Sure, but I don't have time to plot out every square mile and populate it. Which is what this ability would require, knowing everything within a potential range of hundreds of square miles, because the PCs might travel north ten miles before using this ability, or south or east. So, at least 16 square miles just from that.

And what if they are traveling for a week and cover 70 square miles? This is just too large of an area to work with reasonably. My worlds aren't that fully detailed, I don't have that kind of time.

If they were equivalent methods, the league wouldn't care which one you used. It wouldn't matter.
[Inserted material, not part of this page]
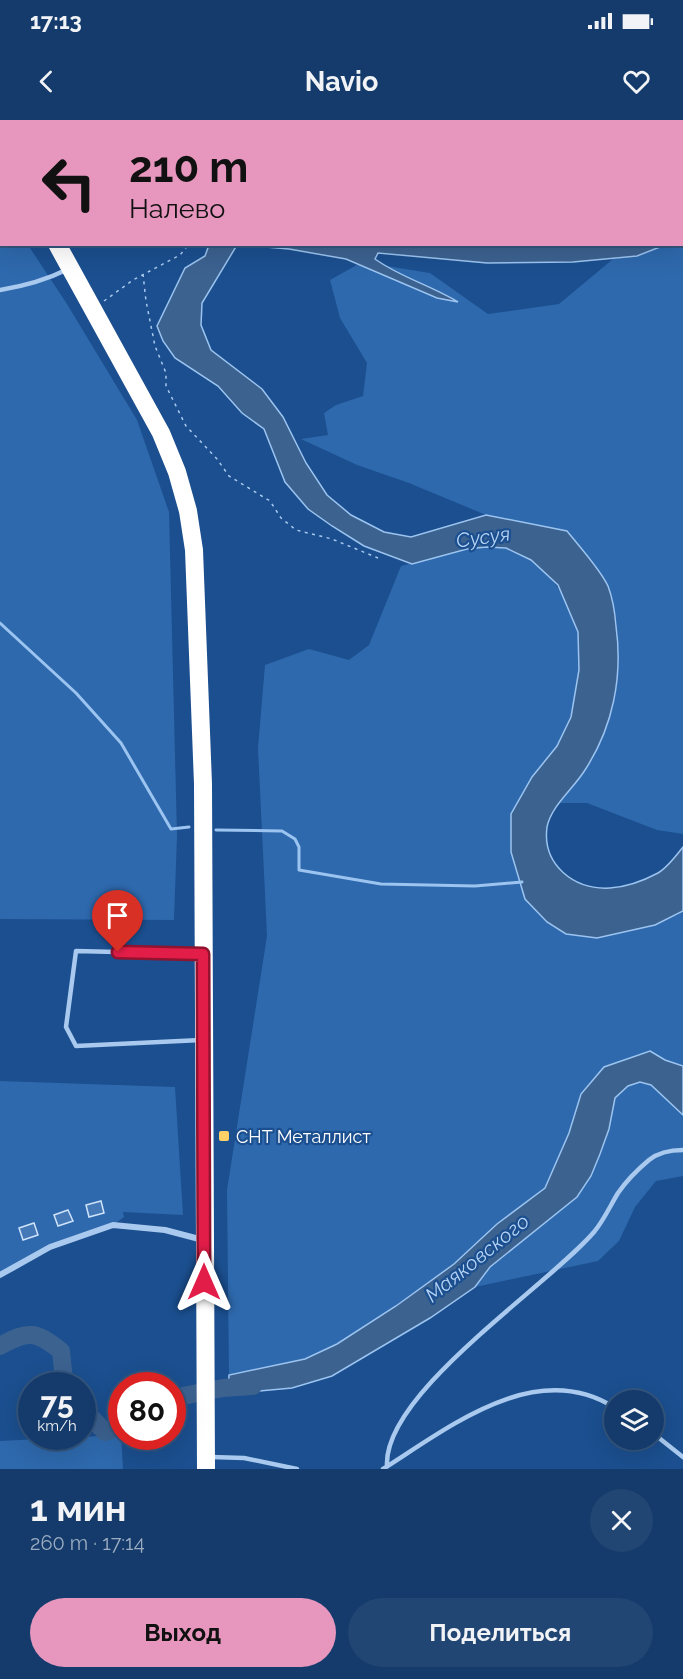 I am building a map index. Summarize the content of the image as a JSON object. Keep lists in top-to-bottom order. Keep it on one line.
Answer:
{"water":["Сусуя","Маяковского"],"places":{"transit":["СНТ Металлист"]},"page":{"status":"17:13","header":"Navio","turn":["210 m","Налево"],"speed":"75 km/h","limit":"80","heading":["1 мин","260 m · 17:14"],"buttons":["Выход","Поделиться"]}} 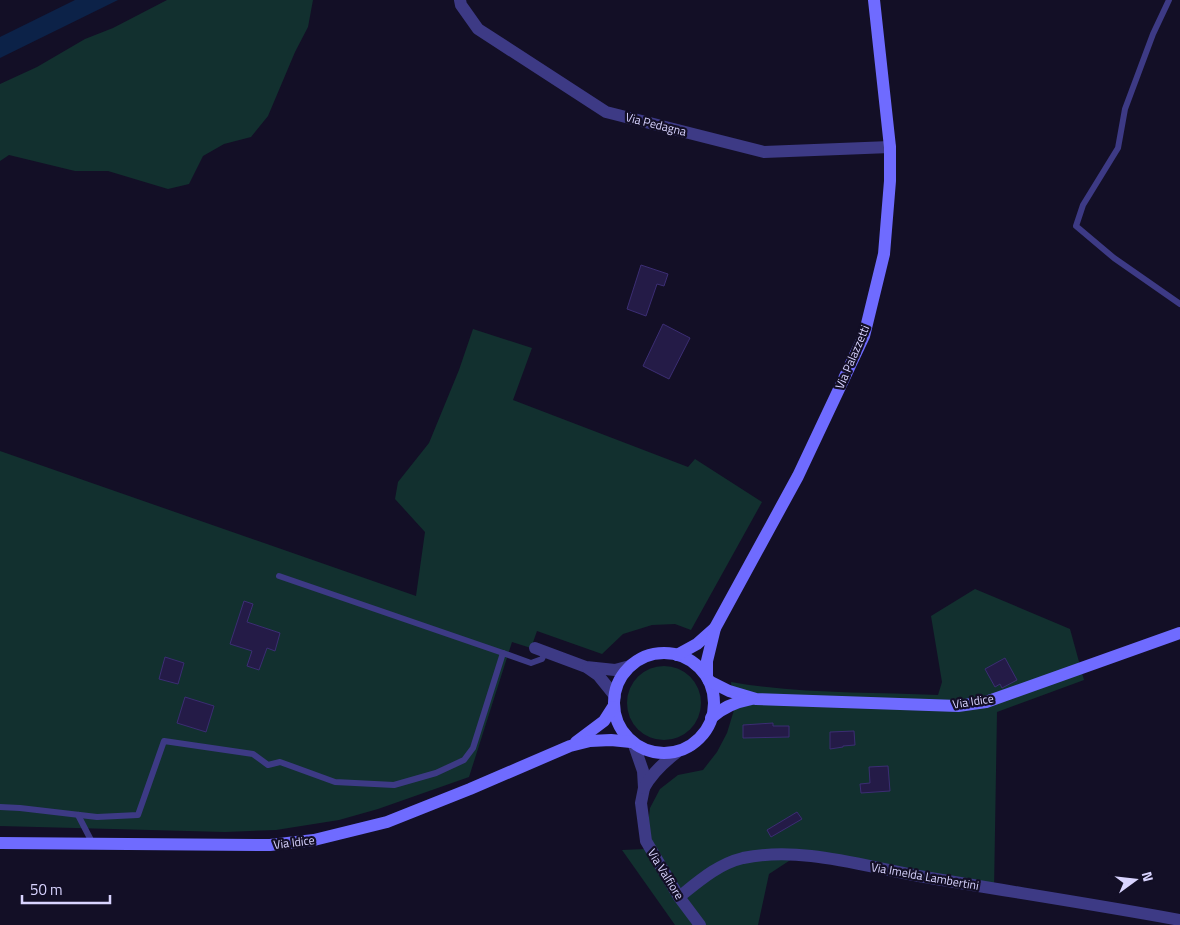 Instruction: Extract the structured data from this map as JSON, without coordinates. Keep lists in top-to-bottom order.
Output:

They care because one is random, and because of randomness you could have a person with very high scores playing with someone with very low scores.

Additionally, Adventurer's League allows you to bring your own characters. This means that they need a standardized way to evaluate if a character was made properly. They aren't going to have DMs sit there just to watch people roll stats, and even if they did, they know that some DMs would allow players to simply reroll until they were happy. So, to keep things fair and balanced in an anomalous situation, they enforce a standardized array.

And since I've never claimed that rolling can't provide higher stats, or lower stats, and actually that variance is the reason some people like the standard array, you are proving nothing.
 

Maxperson

Morkus from Orkus
I have never heard of anyone saying anything good about this ability, unless they've homebrewed it. This isn't "every little detail" this is literally any details. What kinds of plans do you make with "something with the dragon subtype is within 6 miles of your location" that you wouldn't be making in general anyways?

Sure, but I don't have time to plot out every square mile and populate it. Which is what this ability would require, knowing everything within a potential range of hundreds of square miles, because the PCs might travel north ten miles before using this ability, or south or east. So, at least 16 square miles just from that.

And what if they are traveling for a week and cover 70 square miles? This is just too large of an area to work with reasonably. My worlds aren't that fully detailed, I don't have that kind of time.
This really isn't a big enough deal to me to argue any longer than this. You do you and I will do me. :)
They care because one is random, and because of randomness you could have a person with very high scores playing with someone with very low scores.
Exactly. They aren't equivalent methods. If they were equivalent, the randomness wouldn't matter.
And since I've never claimed that rolling can't provide higher stats, or lower stats, and actually that variance is the reason some people like the standard array, you are proving nothing.
Except that they are not equivalent methods. The wild variance proves that.